Fantasy Worlds

It’s easy to set your game in a fantasy world, and much harder to get by in a sci-fi realm. Using the real world falls somewhere in between.

The reason for this is the shared understanding of the faux-medieval culture to most people likely to be playing your game. Everyone understands knights, dragons, merchants and maidens. Using these cultural shorthands save a lot of explaining, allowing you to focus on the differences that are important to your game, whilst being able to farm out some concepts to a shared understanding.

It’s a lot harder in a science fiction setting as there’s no shared understanding, especially if you are creating your own future. The world building has to be much more in depth, you have to make choices over what you are aiming for, whether it’s Blade Runner, Star Trek, Firefly or something completely different, you have to make your world choices, and make sure people understand them.

Picking the middle ground of the ‘real world’ throws up a few more difficulties, you have probably got a shared understanding of some facets, but by no means all.

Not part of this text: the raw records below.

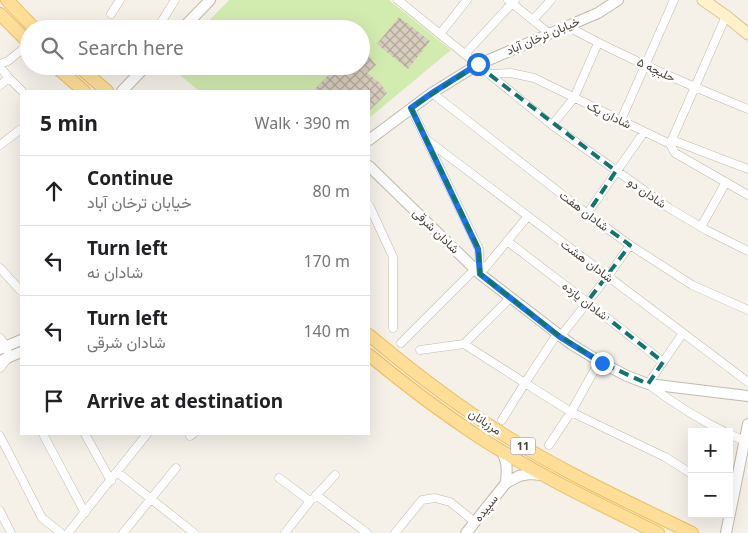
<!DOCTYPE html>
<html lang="en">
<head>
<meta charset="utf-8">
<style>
	body { margin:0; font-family:"Noto Sans",Vazirmatn,sans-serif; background:#f2f2f2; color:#202124 }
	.controls { position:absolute; right:15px; bottom:15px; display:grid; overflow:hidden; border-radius:0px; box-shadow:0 5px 20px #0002 }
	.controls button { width:45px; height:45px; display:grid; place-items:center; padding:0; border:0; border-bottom:1px solid #e0e0e0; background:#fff; color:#202124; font:25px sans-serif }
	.stop { position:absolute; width:15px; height:15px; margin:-11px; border:4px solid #1a73e8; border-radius:50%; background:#fff }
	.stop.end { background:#1a73e8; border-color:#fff; box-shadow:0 1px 5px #0008 }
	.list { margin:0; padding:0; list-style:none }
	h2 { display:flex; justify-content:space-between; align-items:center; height:65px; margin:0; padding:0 20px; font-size:21px }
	h2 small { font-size:16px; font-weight:400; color:#757577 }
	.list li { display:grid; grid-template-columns:32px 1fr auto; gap:15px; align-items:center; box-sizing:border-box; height:70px; padding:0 20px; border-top:1px solid #e0e0e0 }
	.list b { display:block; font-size:19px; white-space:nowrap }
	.list p { margin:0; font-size:16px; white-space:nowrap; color:#757577 }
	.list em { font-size:16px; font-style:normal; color:#757577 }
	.icon { flex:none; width:28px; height:28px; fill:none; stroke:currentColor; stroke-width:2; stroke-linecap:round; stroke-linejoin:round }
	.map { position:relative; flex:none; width:748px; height:533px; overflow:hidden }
	.search { position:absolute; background:#fff; box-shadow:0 5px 20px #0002; left:20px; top:20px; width:350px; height:55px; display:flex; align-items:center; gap:12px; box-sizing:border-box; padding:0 18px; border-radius:28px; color:#757577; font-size:19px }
	.panel { position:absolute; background:#fff; box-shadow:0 5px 20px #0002; left:20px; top:90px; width:350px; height:345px; border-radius:0px }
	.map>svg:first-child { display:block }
</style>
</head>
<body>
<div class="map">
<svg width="748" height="533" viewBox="0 0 748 533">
	<defs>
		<pattern id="building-cross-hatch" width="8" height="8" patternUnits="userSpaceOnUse" patternTransform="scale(1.25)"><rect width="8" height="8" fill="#d8cdbe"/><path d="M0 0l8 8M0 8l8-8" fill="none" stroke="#b1a89b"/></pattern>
	</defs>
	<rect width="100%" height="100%" fill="#f5f1e9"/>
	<path fill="#d2ecb0" d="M 229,0 L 389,0 L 451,50 L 369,118 L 369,91 L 199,91 L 169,66 L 361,66 L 361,29 L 201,29 Z"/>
	<path fill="url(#building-cross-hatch)" d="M 399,17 L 430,41 L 408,69 L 377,44 Z
		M 361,49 L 367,53 L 376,65 L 367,73 L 380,83 L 387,93 L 369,111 L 369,91 L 313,91 L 337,66 L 361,66 Z"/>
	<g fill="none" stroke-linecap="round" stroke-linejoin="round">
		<defs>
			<path id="minor" d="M 398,0 L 552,125 L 669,208 L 706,230 L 748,251
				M 508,0 L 550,34
				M 111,14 L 120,0
				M 533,20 L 551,0
				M 567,26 C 625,58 686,84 748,109
				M 157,29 L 175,0
				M 440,34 L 467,0
				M 465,54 L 515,0
				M 0,64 L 8,61 L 29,44
				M 0,67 L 9,78 L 22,91
				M 489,74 L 511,73 L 534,78 L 670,144
				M 0,85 L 9,78
				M 432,93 L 587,214 L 630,245 L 692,285 L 748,310
				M 411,108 L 479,249 L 480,274
				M 621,120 L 674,0
				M 552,125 L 574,98 L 598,43
				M 427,140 L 748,382
				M 672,140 L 748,169
				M 670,144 L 726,16
				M 670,144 L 675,153 L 748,195
				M 0,145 L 21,129
				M 369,205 L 393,257 L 393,328
				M 587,214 L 644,132
				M 701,227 L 726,182
				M 507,241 L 587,302 L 663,362
				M 0,268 L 21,291
				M 480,274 L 528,216
				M 683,333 L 648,384 C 673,403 696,418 725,432
				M 560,337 L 608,276 L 630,245
				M 0,338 L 6,346 L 9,357 L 0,368
				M 401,343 L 475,269
				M 464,344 L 525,383 L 502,420
				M 420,350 L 464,344 L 510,298
				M 595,369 L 571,412 L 665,457 L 692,474
				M 43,434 L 85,513
				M 85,434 L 111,481
				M 729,434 L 745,441
				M 0,436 L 42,518 L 61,533
				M 190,436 L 193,434
				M 549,445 L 571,412 L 525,383 L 557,334
				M 117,472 L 194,533
				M 279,478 L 310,501 L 285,533
				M 316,495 L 367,533
				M 314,498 L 335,475
				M 0,511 L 11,533
				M 68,533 L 147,434
				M 123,533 L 176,468
				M 395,533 L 422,500 L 435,498 L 450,502 L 475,522"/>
			<path id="tertiary" d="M 182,29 L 210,0
				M 122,91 L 146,66
				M 369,140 L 432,93 L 477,65 L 598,13 L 618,0
				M 369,166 L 480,274 L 571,344 L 602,363 L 627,376 L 648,384 L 748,396
				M 0,349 L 21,340
				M 0,361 L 21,352
				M 501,450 C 508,463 507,469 506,483
				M 466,533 L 506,483 L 519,476 L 529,474 L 542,475
				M 726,533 L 748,424"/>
			<path id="secondary" d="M 703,0 L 726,16 L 748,34"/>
			<path id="primary" d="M 7,0 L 35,29
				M 0,14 L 29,43
				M 55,66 L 84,91
				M 78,66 L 107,91
				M 369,335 C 407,367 446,397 487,424 C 552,467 622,499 692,533
				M 369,355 C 404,384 441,412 479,437 C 536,474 597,503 658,533"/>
		</defs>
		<use href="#minor" stroke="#c2b9ab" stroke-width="9"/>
		<use href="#tertiary" stroke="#c2b9ab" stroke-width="12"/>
		<use href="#secondary" stroke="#d8c597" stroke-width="13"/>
		<use href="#primary" stroke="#ebbe62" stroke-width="14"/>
		<use href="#minor" stroke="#fff" stroke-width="8"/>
		<use href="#tertiary" stroke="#fff" stroke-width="10"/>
		<use href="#secondary" stroke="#fff1c9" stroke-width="11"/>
		<use href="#primary" stroke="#ffdf98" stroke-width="12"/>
	</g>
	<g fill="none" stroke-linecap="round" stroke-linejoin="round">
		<path stroke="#1a73e8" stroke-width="6" d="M 478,64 L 432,93 L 411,108 L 478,249 L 480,274 L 560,337 L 602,363"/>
	</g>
	<path fill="none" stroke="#0f766e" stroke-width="4" stroke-dasharray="10 6" stroke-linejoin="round" d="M 477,65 L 616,171 L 587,214 L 630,245 L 587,302 L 663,362 L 648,384 L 602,363 L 557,334 L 480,274 L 479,249 L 411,108 Z"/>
	<g text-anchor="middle" stroke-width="5" stroke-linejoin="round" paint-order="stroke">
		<rect fill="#fff" stroke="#807b73" stroke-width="1" x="510.5" y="437.5" width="25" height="17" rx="4"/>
		<g font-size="11" font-weight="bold" fill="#4a4237">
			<text x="523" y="450">11</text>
		</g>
		<g font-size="12" fill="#4a4237" stroke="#fff">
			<text transform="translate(543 36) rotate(-23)" y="4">خیابان ترخان آباد</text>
			<text transform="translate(656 70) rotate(25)" y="4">حلبچه ۵</text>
			<text transform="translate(609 115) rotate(26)" y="4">شادان یک</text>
			<text transform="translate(647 193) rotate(35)" y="4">شادان دو</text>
			<text transform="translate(584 211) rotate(37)" y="4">شادان هفت</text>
			<text transform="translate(436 231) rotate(44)" y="4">شادان شرقی</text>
			<text transform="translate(587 261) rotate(37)" y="4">شادان هشت</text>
			<text transform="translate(585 301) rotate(38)" y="4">شادان یازده</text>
			<text transform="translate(485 422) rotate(33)" y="4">مرزبانان</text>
			<text transform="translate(486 508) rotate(-52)" y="4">سپیده</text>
		</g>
	</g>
</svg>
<div class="controls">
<button>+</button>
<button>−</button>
</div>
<div class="stop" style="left:478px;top:64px"></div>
<div class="stop end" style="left:602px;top:363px"></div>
<div class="search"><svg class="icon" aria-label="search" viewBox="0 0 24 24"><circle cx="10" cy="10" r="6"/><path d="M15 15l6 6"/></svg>Search here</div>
<section class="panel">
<h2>5 min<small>Walk · 390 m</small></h2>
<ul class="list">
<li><svg class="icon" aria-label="ahead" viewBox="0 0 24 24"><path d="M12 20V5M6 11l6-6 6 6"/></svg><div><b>Continue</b><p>خیابان ترخان آباد</p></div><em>80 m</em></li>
<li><svg class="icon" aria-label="left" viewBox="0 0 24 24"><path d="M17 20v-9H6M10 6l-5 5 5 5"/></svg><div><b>Turn left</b><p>شادان نه</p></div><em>170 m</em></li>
<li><svg class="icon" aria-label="left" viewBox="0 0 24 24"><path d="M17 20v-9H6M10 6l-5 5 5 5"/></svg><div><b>Turn left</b><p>شادان شرقی</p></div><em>140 m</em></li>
<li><svg class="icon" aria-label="arrive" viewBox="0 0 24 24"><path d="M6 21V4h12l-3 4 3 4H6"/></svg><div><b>Arrive at destination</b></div></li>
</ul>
</section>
</div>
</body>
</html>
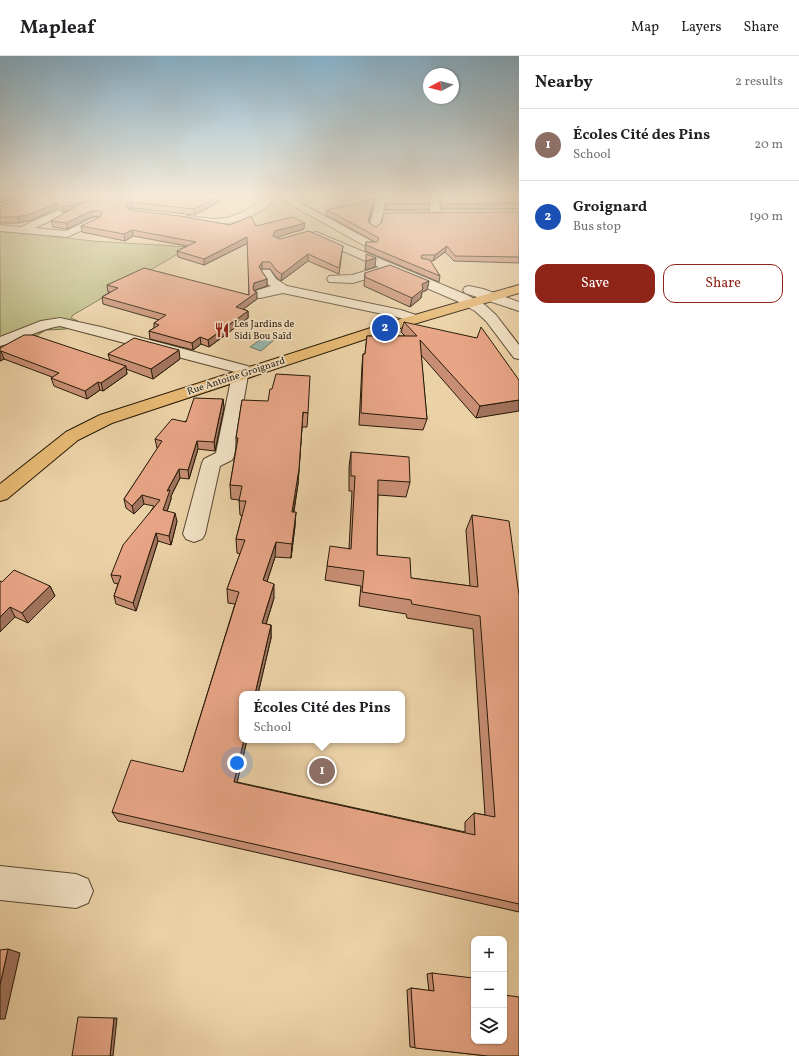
<!DOCTYPE html>
<meta charset="utf-8">
<style>
:root{--surface:#fff;--page:#f2f2f2;--text:#202124;--muted:#757577;--line:#e0e0e0;--accent:#8f2418}
body{margin:0;font-family:Vollkorn,serif;background:var(--page);color:var(--text)}
.controls{position:absolute;right:12px;bottom:12px;display:grid;overflow:hidden;border-radius:8px;box-shadow:0 1px 3px #0004}
.controls button{width:36px;height:36px;display:grid;place-items:center;padding:0;border:0;border-bottom:1px solid var(--line);background:var(--surface);color:var(--text);font:20px sans-serif}
.compass{position:absolute;left:423px;top:12px;width:36px;height:36px;border-radius:50%;background:var(--surface);box-shadow:0 1px 3px #0004;rotate:263deg}
.you{position:absolute;left:237px;top:707px;width:14px;height:14px;margin:-10px;border:3px solid #fff;border-radius:50%;background:#1a73e8;box-shadow:0 0 0 6px #1a73e833}
.badge{display:grid;place-items:center;width:26px;height:26px;border-radius:50%;background:var(--accent);color:#fff;font-size:13px;font-weight:700}
.pin{position:absolute;translate:-50% -50%;border:2px solid #fff;box-shadow:0 1px 4px #0006}
.popup{position:absolute;left:239px;top:635px;width:166px;height:52px;box-sizing:border-box;display:grid;place-content:center;border-radius:8px;background:var(--surface);filter:drop-shadow(0 1px 3px #0005);font-size:13px;white-space:nowrap;color:var(--muted)}
.popup b{font-size:15px;color:var(--text)}
.popup::after{content:'';position:absolute;left:50%;top:100%;margin-left:-8px;border:8px solid transparent;border-top-color:var(--surface)}
.list{margin:0;padding:0;list-style:none}
h2{display:flex;justify-content:space-between;align-items:center;height:52px;margin:0;padding:0 16px;font-size:17px}
h2 small{font-size:13px;font-weight:400;color:var(--muted)}
.list li{display:grid;grid-template-columns:26px 1fr auto;gap:12px;align-items:center;box-sizing:border-box;height:72px;padding:0 16px;border-top:1px solid var(--line)}
.list b{display:block;font-size:15px;white-space:nowrap}
.list p{margin:0;font-size:13px;white-space:nowrap;color:var(--muted)}
.list em{font-size:13px;font-style:normal;color:var(--muted)}
.actions{display:flex;gap:8px;padding:12px 16px}
.actions a{flex:1;padding:9px 0;border:1px solid var(--accent);border-radius:12px;text-align:center;font-size:14px;color:var(--accent)}
.actions .main{background:var(--accent);color:#fff}
.icon{flex:none;width:22px;height:22px;fill:none;stroke:currentColor;stroke-width:2;stroke-linecap:round;stroke-linejoin:round}
.map{position:relative;flex:none;width:519px;height:1000px;overflow:hidden}
header{display:flex;align-items:center;gap:24px;box-sizing:border-box;height:56px;padding:0 20px;background:var(--surface);border-bottom:1px solid var(--line)}
header strong{font-size:19px}
nav{display:flex;gap:22px;margin-inline-start:auto;font-size:14px}
main{display:flex}
aside{flex:1;background:var(--surface)}
.map>svg:first-child{display:block}
.green{fill:#bcba83;stroke:#716a46}
.water{fill:#99b6ac;stroke:#6b786a}
.lines{fill:none;stroke-linecap:round;stroke-linejoin:round}
.minor-casing{stroke:#574830;stroke-width:2}
.major-casing{stroke:#261a08;stroke-width:2}
.minor{fill:#f2e1c5;fill-rule:evenodd}
.major{fill:#e6b873;fill-rule:evenodd}
.wall{fill:#c78e73;stroke:#261a08}
.shaded-wall{fill:#a2745e;stroke:#261a08}
.building{fill:#e7a586;stroke:#261a08}
.labels{text-anchor:middle;dominant-baseline:central;stroke-width:3.5;stroke-linejoin:round;paint-order:stroke}
.far-poi-label{font-size:10px;fill:#261a08;stroke:#f2e1c5;text-anchor:start}
.far-street-label{font-size:10px;fill:#261a08;stroke:#f2e1c5}
</style>
<header>
<strong>Mapleaf</strong>
<nav><a>Map</a><a>Layers</a><a>Share</a></nav>
</header>
<main>
<div class="map">
<svg width="519" height="1000" viewBox="0 0 519 1000">
<rect width="100%" height="100%" fill="#ebd1a6"/>
<filter id="stains"><feTurbulence type="fractalNoise" baseFrequency=".005" numOctaves="4"/><feColorMatrix values="0 0 0 0 .2 0 0 0 0 .09 0 0 0 0 .02 0 0 0 .5 -.17"/></filter>
<radialGradient id="worn" r=".72"><stop offset=".6" stop-color="#630" stop-opacity="0"/><stop offset="1" stop-color="#630" stop-opacity=".3"/></radialGradient>
<path class="green" d="M0,174L92,185L190,191L73,259L71,262L78,265L66,273L46,274L0,301Z"/>
<path class="water" d="M264,281L274,284L261,295L250,291Z"/>
<g class="lines">
<g class="minor-casing">
<path id="minor" d="M377,139H387L383,155H414L419,158L414,161H382L378,174H370L369,172Z
M428,139H438L441,158L440,160L436,161L431,158Z
M287,140L375,187L377,189L375,191H367L284,145L282,143Z
M269,141L274,144C255,165 223,171 196,167C191,167 185,167 182,163L187,160L214,163L227,162L241,157Z
M58,154L63,157L62,159L35,172L66,175L93,162H101L102,164L101,166L67,181L0,175V169L21,171Z
M316,176L467,239L485,249L496,259L519,289V303L514,302L486,265L475,255L457,245L389,216L353,227L329,226L327,223L329,220L352,219L379,211L312,181L311,179L312,177Z
M266,213L270,214L276,223L287,230L401,254L419,260L421,263L419,266L414,267L397,261L283,237L260,242L255,241L254,238L255,235L271,230L267,228L260,217L262,214Z
M469,230L483,233L519,246V255L465,237L463,234L465,231Z
M60,262L101,271L255,312L258,315L255,318L248,319L234,400L232,404L220,410L205,478L202,483L194,486L186,483L183,478L202,407L204,403L216,397L232,319L235,316L60,270C39,273 21,285 0,290V281L41,265Z
M0,810L76,818L88,823L93,835L88,847L76,852L0,844Z"/>
</g>
<g class="major-casing">
<path id="major" d="M519,229V237L390,275L112,367L78,384L7,443L0,445V428L66,376L100,359L380,269Z"/>
</g>
<use href="#minor" class="minor"/>
<use href="#major" class="major"/>
</g>
<path class="wall" d="M31,139H230V140L195,159L132,152L129,153L130,154L230,169L304,173L276,181L280,183L343,190L339,218L308,205L281,225L277,222L270,213H262L261,214L267,223V230L255,234L254,235L257,243L243,253L248,255V262L209,291L201,288L193,294L150,283L149,275L154,272V267L159,264L103,248L102,241L110,236H108L107,229L249,239L248,187L204,209L178,201L177,195L187,190L133,180L125,185L82,176L81,170L100,161L101,160L92,161L68,173L53,171L51,165L67,156H64L57,153L32,164L19,167H0V150Z
M438,139H519V153H441Z
M373,148L369,167L376,171L519,156V207L454,205L445,196L433,205H430L440,220L439,226L365,195L366,186H375L326,159L327,154Z
M386,148H430L429,154H385Z
M365,217L429,225L427,234L422,236L421,242L410,251L364,230Z
M404,266L519,324L476,362L421,299L427,363L423,374L359,369L362,309L363,298H365L367,280H405L401,276Z
M0,292L110,305L108,298L180,303L153,323L126,313L127,318L103,335L100,334L87,343L54,330L51,322L52,321L4,303L0,305Z
M223,343L224,352L215,395L198,393L189,423L180,422L171,440V443L167,455L177,465L171,489L158,485L136,555L116,548L114,540L118,528L114,527L111,519L154,450L144,448L134,458L126,452L124,443L158,392H157L155,383Z
M242,344L308,357L307,371H302L298,428L294,456L295,470L291,502L275,501L267,525L274,542L266,568L271,569V582L237,726L465,776V766L474,757L485,759L473,573L407,562L406,558L359,550L361,530L325,524L328,505L349,493L352,435H349V411L351,396L410,426L406,441L378,439L377,499L411,522L470,530L466,474L472,459L519,539V856L118,765L112,756L183,716L235,548L228,547L227,533L240,498L237,497L236,483L242,460L240,459L239,444L231,443L230,429L236,393V382Z
M2,526L50,530L55,540L28,567L15,561L0,576Z
M432,917L474,931L487,1000L410,991L407,934L411,932L429,935L427,918Z"/>
<path class="shaded-wall" d="M5,139H22L0,147V141Z
M221,139H230V140L195,159L194,153Z
M84,146L85,151L64,156L63,151Z
M131,146L132,152L126,155L125,150Z
M56,147L57,153L32,164L19,167L17,161Z
M91,155L92,161L68,173L66,167Z
M305,167L304,173L275,182L273,180L275,175Z
M132,174L133,180L125,185L124,178Z
M247,181L248,187L204,209V203Z
M447,190L445,196L433,205L435,199Z
M308,198V205L281,225L282,218Z
M376,202L375,211L365,214L366,205Z
M262,206V213L259,218V211Z
M267,223V230L255,234L253,238V232L254,227Z
M429,225L427,234L422,236L421,242L410,251L412,242L422,228Z
M257,236V243L237,258L236,251Z
M248,255V262L209,291L208,284Z
M200,281L201,288L193,294L192,287Z
M179,294L180,303L153,323L151,313Z
M1,295L4,303L0,305V296Z
M126,310L127,318L103,335L101,327Z
M98,326L100,334L87,343L85,335Z
M223,343L224,352L215,395L214,386Z
M519,344V355L476,362L480,350Z
M303,356L298,428L291,470L292,456Z
M197,385L198,393L189,423L188,414Z
M179,413L180,422L171,440V443L165,462L163,454L167,435Z
M142,439L144,448L134,458L132,450Z
M296,456L295,470L291,502L292,488Z
M175,457L177,465L171,489L169,480Z
M156,477L158,485L136,555L133,547Z
M276,486L275,501L263,538V524Z
M274,528V542L262,581V567Z
M50,530L55,540L28,567L22,557Z
M10,551L15,561L0,576V561Z
M271,569V582L258,638H255Z
M244,684H247L235,736L234,726Z
M8,893L20,897L5,963H0V929Z
M114,962H117L113,1000H110Z"/>
<path class="building" d="M0,139H5L0,141Z
M31,139H221L194,153L131,146L125,150L130,154L180,160L230,169L251,160L256,170L293,161L305,167L275,175L273,180L280,183L309,175L343,190L339,212L308,198L282,218L277,215L270,206H262L259,211L267,223L254,227L253,232L254,235L257,236L236,251L248,255L208,284L200,281L192,287L149,275L159,269L154,267L166,259L102,241L118,232L107,229L144,212L249,239L247,181L204,203L177,195L196,186L132,174L124,178L81,170L100,161L102,157L100,155H91L66,167L51,165L84,146L63,151L56,147L31,158L17,161H0V150Z
M388,139H429L430,148H386Z
M440,139H519V147L442,148Z
M374,143L368,166L376,171L381,167L384,157L519,156V201L455,200L447,190L435,199H422L421,202L430,204L440,220L366,189V186H377L379,182L327,154Z
M366,198L376,202L366,205Z
M390,209L429,225L422,228L423,233L412,242L365,221V217Z
M404,266L477,282L481,271L519,324V344L480,350L420,284L427,363L361,357L363,298H365L367,280H417Z
M24,279H33L126,310L101,327L98,326L85,335L51,322L59,317L1,295L0,296V292Z
M134,282L179,294L151,313L108,298Z
M276,318L310,320L308,357L303,356L299,413L292,456H296L292,488L276,486L263,524L274,528L262,567L271,569L255,638H242V684H244L234,726L475,779L474,757L495,761L480,560L412,548L411,544L362,536L364,515L327,510L330,490L351,493L355,420H351V396L409,401L410,426L378,424L377,499L410,502L411,522L478,531L472,459L509,465L519,539V848L112,756L131,704L183,716L239,536L227,533L245,484L236,483L246,445H239L242,430L230,429L238,382H236L242,344L268,345L270,333H272Z
M194,342L223,343L214,386L197,385L188,414L179,413L167,435L170,434L163,454L175,457L169,480L156,477L133,547L114,540L121,520L111,519L123,489L160,444L142,439L132,450L124,443L162,385L155,383L172,363L186,366Z
M14,514L50,530L22,557L10,551L0,561V525L2,526Z
M8,893L0,929V894Z
M432,917L473,922L474,931V985H504V939L519,941V1000H488L415,992L411,932L434,935Z
M78,961L114,962L110,1000H72Z"/>
<linearGradient id="sky" x2="0" y2="1"><stop stop-color="#88b5d0"/><stop offset="0.5" stop-color="#f6ead7"/><stop offset="1" stop-color="#f6ead7" stop-opacity="0"/></linearGradient>
<rect width="519" height="279" fill="url(#sky)"/>
<defs>
<g id="restaurant-bare" transform="scale(1.2)"><path d="M-5-6h1v4h1v-4h1v4h1v-4h1v5L-1.5 .5V6h-2V.5L-5-1ZM5-6V6H3V1.5H1.5Q1.5-4 5-6Z" fill="#8f2418" stroke="#f2e1c5" stroke-width="2.5" paint-order="stroke"/></g>
</defs>
<g fill-rule="evenodd">
<use href="#restaurant-bare" x="222" y="274"/>
</g>
<g class="labels">
<g class="far-poi-label">
<text x="234" y="268">Les Jardins de<tspan x="234" dy="12">Sidi Bou Saïd</tspan></text>
</g>
<g class="far-street-label">
<text transform="translate(236 320) rotate(-18)">Rue Antoine Groignard</text>
</g>
</g>
<rect width="100%" height="100%" filter="url(#stains)"/>
<rect width="100%" height="100%" fill="url(#worn)"/>
</svg>
<div class="controls">
<button>+</button>
<button>−</button>
<button><svg class="icon" aria-label="layers" viewBox="0 0 24 24"><path d="M12 4l9 5-9 5-9-5zM3 14l9 5 9-5"/></svg></button>
</div>
<svg class="compass" viewBox="-18 -18 36 36"><path d="M0-13l5 13h-10z" fill="#e53935"/><path d="M0 13l5-13h-10z" fill="#757577"/></svg>
<div class="you"></div>
<div class="pin badge" style="left:322px;top:715px;background:#8d6e63">1</div>
<div class="popup"><b>Écoles Cité des Pins</b>School</div>
<div class="pin badge" style="left:385px;top:272px;background:#1a4fb4">2</div>
</div>
<aside>
<h2>Nearby<small>2 results</small></h2>
<ul class="list">
<li><span class="badge" style="background:#8d6e63">1</span><div><b>Écoles Cité des Pins</b><p>School</p></div><em>20 m</em></li>
<li><span class="badge" style="background:#1a4fb4">2</span><div><b>Groignard</b><p>Bus stop</p></div><em>190 m</em></li>
</ul>
<div class="actions"><a class="main">Save</a><a>Share</a></div>
</aside>
</main>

The real problem can lie in the need for correctness that some of your players may exhibit when presented with a real world scenario. In a fantasy world, you get to decide how fast a dragon flies. In the real world you’d better get the airspeed of a 747 right, or have a good reason for the abstraction, or you’ll be defending yourself from nitpickers forever.

Pick your game setting carefully, make use of fantasy settings to give you a shorthand, but don’t force this, and don’t let yourself become lazy. Pick what works for the game you want to create, and be prepared for the work you need to do to make it real.